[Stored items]
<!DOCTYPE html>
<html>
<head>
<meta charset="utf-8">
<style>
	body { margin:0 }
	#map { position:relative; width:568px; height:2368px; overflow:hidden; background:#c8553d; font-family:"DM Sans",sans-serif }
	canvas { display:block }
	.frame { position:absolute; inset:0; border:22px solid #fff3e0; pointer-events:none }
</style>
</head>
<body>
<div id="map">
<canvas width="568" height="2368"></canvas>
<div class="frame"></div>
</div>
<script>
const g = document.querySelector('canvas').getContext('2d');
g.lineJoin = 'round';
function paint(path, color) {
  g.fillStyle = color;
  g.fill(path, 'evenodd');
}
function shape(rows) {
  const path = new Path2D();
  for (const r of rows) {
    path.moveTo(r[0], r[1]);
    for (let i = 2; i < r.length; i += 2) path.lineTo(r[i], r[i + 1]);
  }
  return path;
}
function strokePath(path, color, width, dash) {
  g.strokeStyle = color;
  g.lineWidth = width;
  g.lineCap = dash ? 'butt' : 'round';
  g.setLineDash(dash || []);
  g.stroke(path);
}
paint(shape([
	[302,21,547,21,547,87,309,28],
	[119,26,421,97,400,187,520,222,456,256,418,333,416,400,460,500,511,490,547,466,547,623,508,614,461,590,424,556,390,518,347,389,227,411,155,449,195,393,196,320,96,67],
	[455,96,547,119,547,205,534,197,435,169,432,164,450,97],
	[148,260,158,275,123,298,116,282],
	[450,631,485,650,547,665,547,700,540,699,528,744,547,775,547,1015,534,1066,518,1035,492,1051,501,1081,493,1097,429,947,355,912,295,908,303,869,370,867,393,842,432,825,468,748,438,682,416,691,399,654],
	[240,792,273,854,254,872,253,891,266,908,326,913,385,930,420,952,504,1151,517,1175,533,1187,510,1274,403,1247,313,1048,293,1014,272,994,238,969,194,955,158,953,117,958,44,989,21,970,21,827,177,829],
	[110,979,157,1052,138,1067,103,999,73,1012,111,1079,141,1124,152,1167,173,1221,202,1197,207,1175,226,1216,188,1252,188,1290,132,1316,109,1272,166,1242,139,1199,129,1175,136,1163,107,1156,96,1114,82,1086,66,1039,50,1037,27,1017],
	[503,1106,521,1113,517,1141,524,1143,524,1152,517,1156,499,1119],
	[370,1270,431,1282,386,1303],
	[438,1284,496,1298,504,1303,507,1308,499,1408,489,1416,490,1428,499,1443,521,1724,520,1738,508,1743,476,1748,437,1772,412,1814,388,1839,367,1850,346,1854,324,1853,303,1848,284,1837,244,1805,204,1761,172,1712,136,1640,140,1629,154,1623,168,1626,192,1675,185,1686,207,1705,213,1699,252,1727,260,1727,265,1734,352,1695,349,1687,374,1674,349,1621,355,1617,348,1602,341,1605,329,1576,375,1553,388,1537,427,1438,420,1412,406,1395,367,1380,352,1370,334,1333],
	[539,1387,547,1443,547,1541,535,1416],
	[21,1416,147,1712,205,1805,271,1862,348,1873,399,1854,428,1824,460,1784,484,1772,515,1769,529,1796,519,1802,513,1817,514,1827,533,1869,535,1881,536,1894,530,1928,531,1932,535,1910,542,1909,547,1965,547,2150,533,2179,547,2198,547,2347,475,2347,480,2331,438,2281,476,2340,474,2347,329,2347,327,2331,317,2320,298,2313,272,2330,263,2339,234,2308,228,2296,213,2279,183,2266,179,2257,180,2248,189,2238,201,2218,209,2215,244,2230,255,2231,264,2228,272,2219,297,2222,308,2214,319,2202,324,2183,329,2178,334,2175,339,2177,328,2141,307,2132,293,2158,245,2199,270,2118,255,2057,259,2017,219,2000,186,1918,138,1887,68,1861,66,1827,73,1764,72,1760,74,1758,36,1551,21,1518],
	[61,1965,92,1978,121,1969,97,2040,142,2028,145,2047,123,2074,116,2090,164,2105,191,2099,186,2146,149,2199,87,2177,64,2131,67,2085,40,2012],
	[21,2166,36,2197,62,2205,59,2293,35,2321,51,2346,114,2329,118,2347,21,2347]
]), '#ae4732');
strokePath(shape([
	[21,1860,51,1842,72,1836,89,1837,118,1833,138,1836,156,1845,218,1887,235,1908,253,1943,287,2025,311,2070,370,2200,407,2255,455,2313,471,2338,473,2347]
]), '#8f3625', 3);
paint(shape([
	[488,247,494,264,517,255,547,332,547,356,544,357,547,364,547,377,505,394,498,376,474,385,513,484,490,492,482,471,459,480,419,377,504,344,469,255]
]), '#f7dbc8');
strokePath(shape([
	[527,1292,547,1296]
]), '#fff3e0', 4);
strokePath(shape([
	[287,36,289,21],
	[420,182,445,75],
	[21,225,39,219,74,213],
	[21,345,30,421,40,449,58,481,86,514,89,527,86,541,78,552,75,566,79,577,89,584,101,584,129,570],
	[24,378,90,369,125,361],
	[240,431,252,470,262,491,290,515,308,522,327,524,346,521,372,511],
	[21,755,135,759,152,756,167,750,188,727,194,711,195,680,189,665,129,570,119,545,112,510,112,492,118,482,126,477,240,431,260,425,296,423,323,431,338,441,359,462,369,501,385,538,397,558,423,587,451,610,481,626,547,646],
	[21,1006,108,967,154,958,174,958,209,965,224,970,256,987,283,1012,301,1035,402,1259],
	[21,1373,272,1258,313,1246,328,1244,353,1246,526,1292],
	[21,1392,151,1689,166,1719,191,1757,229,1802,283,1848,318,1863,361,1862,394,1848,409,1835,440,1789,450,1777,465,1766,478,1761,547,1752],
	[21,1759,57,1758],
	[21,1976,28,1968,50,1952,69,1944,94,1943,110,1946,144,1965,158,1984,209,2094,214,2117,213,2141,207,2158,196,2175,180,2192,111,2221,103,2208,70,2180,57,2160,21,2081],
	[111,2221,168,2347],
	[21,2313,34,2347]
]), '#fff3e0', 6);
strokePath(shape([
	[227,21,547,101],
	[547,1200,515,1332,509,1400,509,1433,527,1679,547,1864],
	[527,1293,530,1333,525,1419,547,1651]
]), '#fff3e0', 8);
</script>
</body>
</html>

• **REQUIREMENT**
In the records above, locate the lines holding the word "color". Copy each of them.

• **EXERCISE SOLUTION**
function paint(path, color) {
  g.fillStyle = color;
function strokePath(path, color, width, dash) {
  g.strokeStyle = color;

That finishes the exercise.